Pan:
a vessel of metal or earthenware used in culinary operations; a cooking-pan or frying-pan frequently referred to in the Old Testament (Lev 2:5; 6:21; Num 11:8; 1Sa 2:14, etc.).
The "ash-pans" mentioned in Exd 27:3 were made of copper, and were used in connection with the altar of burnt-offering. The "iron pan" mentioned in Eze 4:3 (marg., "flat plate " or "slice") was probably a mere plate of iron used for baking. The "fire-pans" of Exd 27:3 were fire-shovels used for taking up coals. The same Hebrew word is rendered "snuff-dishes" (25:38; 37:23) and "censers" (Lev 10:1; 16:12; Num 4:14, etc.). These were probably simply metal vessels employed for carrying burning embers from the brazen altar to the altar of incense.
The "frying-pan" mentioned in Lev 2:7; 7:9 was a pot for boiling.
Pan:
Name of a utensil used in the preparation or the serving of food, and representing several words in the original. Passing over the use of the word in connections like 1Ch 9:31, "things baked in pans," where the Hebrew word chabhittim refers, not to the pan itself, but to the cakes baked in the flat pan or griddle which was called machabhath (see below), and the "firepans" (machtah) (Ex 27:3; 1Ki 7:50, etc.) which seem to have been used to carry burning coals, we note the following words:
(1) machabhath, "pan" the King James Version, "baking-pan" the Revised Version (British and American), a dish of uncertain shape and size which was used in the preparation of the minchah or vegetable offering. See Le 2:5; 6:21; 7:9; 1Ch 23:29. On the basis of Eze 4:3 it might be assumed that the pan was rectangular in shape and of good size.
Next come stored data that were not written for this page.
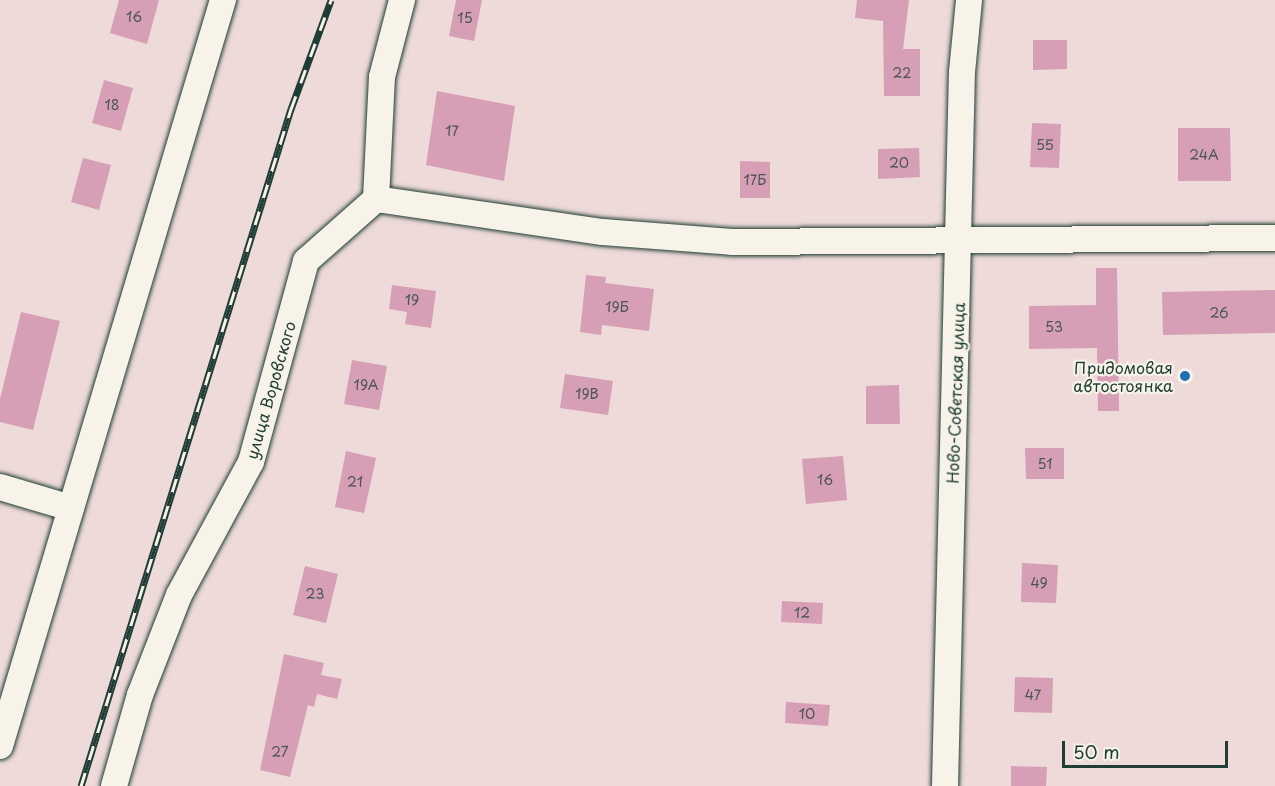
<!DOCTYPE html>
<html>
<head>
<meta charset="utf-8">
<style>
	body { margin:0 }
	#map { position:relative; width:1275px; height:786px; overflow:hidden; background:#eddad9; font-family:"Playpen Sans",sans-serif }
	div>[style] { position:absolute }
	.building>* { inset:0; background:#d69fb5 }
	.roads { filter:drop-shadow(0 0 2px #1f3d34) drop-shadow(0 0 2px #1f3d34) }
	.minor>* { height:26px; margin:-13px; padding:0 13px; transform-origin:13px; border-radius:13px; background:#f7f3e8 }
	.rail>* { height:7px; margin-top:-3.5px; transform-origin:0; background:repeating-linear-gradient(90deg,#f7f3e8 0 14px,#1f3d34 0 28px); box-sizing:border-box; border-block:2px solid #1f3d34 }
	.dots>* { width:16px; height:16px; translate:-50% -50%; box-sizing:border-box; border:3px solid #f7f3e8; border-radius:50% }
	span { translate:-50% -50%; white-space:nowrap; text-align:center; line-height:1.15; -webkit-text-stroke:4.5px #f7f3e8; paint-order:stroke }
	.number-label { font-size:14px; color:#4d5654 }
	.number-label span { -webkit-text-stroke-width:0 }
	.poi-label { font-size:16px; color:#1f3d34 }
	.right { translate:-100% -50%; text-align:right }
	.street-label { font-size:16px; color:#1f3d34 }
	.scale { position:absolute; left:1062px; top:741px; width:166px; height:27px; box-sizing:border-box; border:3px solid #1f3d34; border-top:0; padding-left:8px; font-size:18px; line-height:21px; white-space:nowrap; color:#1f3d34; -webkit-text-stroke:4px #f7f3e8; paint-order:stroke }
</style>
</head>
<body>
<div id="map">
	<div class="building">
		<div style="clip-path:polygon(119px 0,159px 0,147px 44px,110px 33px)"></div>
		<div style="clip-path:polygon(456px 0,482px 0,474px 41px,449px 36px)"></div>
		<div style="clip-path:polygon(857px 0,909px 0,903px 49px,920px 49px,920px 96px,884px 96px,883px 21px,855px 18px)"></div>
		<div style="clip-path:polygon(1033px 40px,1067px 40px,1067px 69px,1033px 70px)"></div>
		<div style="clip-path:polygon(104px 80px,133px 88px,121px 131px,92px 123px)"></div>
		<div style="clip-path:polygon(437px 91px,515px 106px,504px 181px,426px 165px)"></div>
		<div style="clip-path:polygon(1032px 123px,1061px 124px,1059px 168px,1030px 167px)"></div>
		<div style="clip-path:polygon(1178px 128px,1230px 128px,1231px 181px,1178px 181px)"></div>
		<div style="clip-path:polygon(919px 148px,920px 177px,878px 179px,878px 149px)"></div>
		<div style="clip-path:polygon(83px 158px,111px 165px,99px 210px,71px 202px)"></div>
		<div style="clip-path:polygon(740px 161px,770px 162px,770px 198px,740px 198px)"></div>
		<div style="clip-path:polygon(1096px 268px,1117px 268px,1119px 411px,1098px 411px,1097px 348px,1029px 349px,1029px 306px,1096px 305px)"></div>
		<div style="clip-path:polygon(586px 275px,606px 277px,605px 283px,654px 289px,649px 331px,602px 325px,601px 335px,580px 332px)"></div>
		<div style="clip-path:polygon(392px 285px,436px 291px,431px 328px,405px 324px,407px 312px,389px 309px)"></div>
		<div style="clip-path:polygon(1275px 290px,1275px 333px,1163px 335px,1162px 292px)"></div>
		<div style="clip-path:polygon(21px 312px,60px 321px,33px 430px,0 422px,0 399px)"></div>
		<div style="clip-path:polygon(352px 360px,387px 366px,379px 410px,344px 404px)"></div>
		<div style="clip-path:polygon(565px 374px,613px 381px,608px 415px,560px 408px)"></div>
		<div style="clip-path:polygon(899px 385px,900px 424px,866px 424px,866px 386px)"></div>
		<div style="clip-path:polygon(1025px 448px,1064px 448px,1064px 479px,1026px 479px)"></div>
		<div style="clip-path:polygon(346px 451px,376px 458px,364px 513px,335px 507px)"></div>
		<div style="clip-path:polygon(843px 456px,847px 500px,806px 504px,802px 459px)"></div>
		<div style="clip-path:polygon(1022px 563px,1058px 565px,1056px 603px,1021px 602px)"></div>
		<div style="clip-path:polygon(305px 566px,338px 574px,326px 623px,293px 615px)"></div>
		<div style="clip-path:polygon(782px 601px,823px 603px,822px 624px,781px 622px)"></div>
		<div style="clip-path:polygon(284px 654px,324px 663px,321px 675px,342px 679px,337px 699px,317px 694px,314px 707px,308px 705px,290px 777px,260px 770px)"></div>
		<div style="clip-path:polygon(1015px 677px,1053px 678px,1052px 713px,1014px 712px)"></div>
		<div style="clip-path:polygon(786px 702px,830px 705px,828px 726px,785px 723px)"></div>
		<div style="clip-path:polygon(1011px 766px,1047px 767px,1046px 786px,1011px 786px)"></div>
	</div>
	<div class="roads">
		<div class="minor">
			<div style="left:376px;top:199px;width:229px;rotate:8.3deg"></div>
			<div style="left:603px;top:232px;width:129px;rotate:4.4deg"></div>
			<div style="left:732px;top:242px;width:543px;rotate:-0.42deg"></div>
			<div style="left:0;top:487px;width:74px;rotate:16.5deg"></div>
			<div style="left:0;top:746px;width:779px;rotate:-73.36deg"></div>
			<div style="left:114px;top:786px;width:95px;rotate:-74.1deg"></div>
			<div style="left:140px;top:695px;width:107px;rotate:-68.7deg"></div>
			<div style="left:179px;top:595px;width:151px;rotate:-61.6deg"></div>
			<div style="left:251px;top:462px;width:208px;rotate:-74.7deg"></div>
			<div style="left:306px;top:261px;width:94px;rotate:-41.5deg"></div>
			<div style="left:376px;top:199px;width:122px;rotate:-87.2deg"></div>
			<div style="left:382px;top:77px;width:80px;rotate:-75.4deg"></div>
			<div style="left:945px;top:786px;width:714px;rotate:-88.64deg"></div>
			<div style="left:962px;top:72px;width:72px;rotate:-84.4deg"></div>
		</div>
	</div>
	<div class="rail">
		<div style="left:81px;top:786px;width:709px;rotate:-72.77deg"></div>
		<div style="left:291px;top:109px;width:116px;rotate:-69.8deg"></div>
	</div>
	<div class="dots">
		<div style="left:1185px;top:376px;background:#1f6fb2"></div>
	</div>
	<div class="number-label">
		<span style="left:134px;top:17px">16</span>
		<span style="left:465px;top:18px">15</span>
		<span style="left:902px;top:73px">22</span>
		<span style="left:112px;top:105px">18</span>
		<span style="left:452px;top:131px">17</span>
		<span style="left:1045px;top:145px">55</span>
		<span style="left:1204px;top:155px">24А</span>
		<span style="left:899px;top:163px">20</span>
		<span style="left:755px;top:180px">17Б</span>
		<span style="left:412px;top:300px">19</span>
		<span style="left:617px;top:307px">19Б</span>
		<span style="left:1219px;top:313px">26</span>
		<span style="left:1054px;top:327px">53</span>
		<span style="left:366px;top:385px">19А</span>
		<span style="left:587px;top:394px">19В</span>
		<span style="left:1045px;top:464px">51</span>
		<span style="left:825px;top:480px">16</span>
		<span style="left:355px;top:482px">21</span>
		<span style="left:1039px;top:583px">49</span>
		<span style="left:315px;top:594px">23</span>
		<span style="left:802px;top:613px">12</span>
		<span style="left:1033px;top:695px">47</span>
		<span style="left:807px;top:714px">10</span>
		<span style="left:280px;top:752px">27</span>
	</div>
	<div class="poi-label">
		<span class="right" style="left:1173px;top:376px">Придомовая<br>автостоянка</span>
	</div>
	<div class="street-label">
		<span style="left:270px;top:390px;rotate:-74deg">улица Воровского</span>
		<span style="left:955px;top:393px;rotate:-88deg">Ново-Советская улица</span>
	</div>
	<div class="scale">50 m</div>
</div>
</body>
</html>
(2) kiyyor, rendered "pan" in 1Sa 2:14. The same word is used in the phrase, "pan of fire" the Revised Version (British and American), "hearth of fire" the King James Version (Zec 12:6); and it is also translated "laver" in the descriptions of the furnishing of tabernacle and temple (Ex 30:18; 1Ki 7:30, etc.). As it held water and was used for boiling meat and the like, it must have been a kind of pot or kettle.
(3) masreth, (2Sa 15:9). The connection gives no clue as to shape or size except that it must have been small enough to serve food in, and of the proper shape to hold a substance which could be poured out. Some authorities suggest a connection with the root se'or, "leaven," and think that this pan was like the kneading-trough in shape.
(4) sir, rendered "pan" in Ex 27:3 the King James Version, "pot" the Revised Version (British and American).
See POT.
(5) parur, "pan" in Nu 11:8 the King James Version, "pot" the Revised Version (British and American).
See POT.
(6) celachah (2Ch 35:13). Some kind of dish or pot. Slightly different forms of the same root are rendered "cruse" (2Ki 2:20 (tselochith), "dish" (2Ki 21:13 (tsallachath); and also in the Revised Version (British and American) in Pr 19:24; 26:15, instead of the probably incorrect "bosom" of the King James Version.
(7) lebes translated "pan" in 1 Esdras 1:12 the King James Version (the Revised Version (British and American) "cauldron").
(8) teganon, 2 Macc 7:3,5, with the verb teganizo, 7:5, is the usual Greek word for "frying-pan," but here a large sheet of metal must be meant (compare 4 Macc 8:13; 12:10,20).
LITERATURE.
Whitehouse, Primer of Hebrew Antiquities, 76, 77; Benzinger, Hebraische Archaologie, 70, 71; Nowack, Hebraische Archdologie, I, 144.
Written by Walter R. Betteridge
Pan:
Of the six words so rendered in the Authorized Version, two seem to imply a shallow pan or plate, such as is used by the Bedouine and Syrians for baking or dressing rapidly their cakes of meal, such as were used in legal oblations; the others, a deeper vessel or caldron for boiling meat, placed during the process on three stones.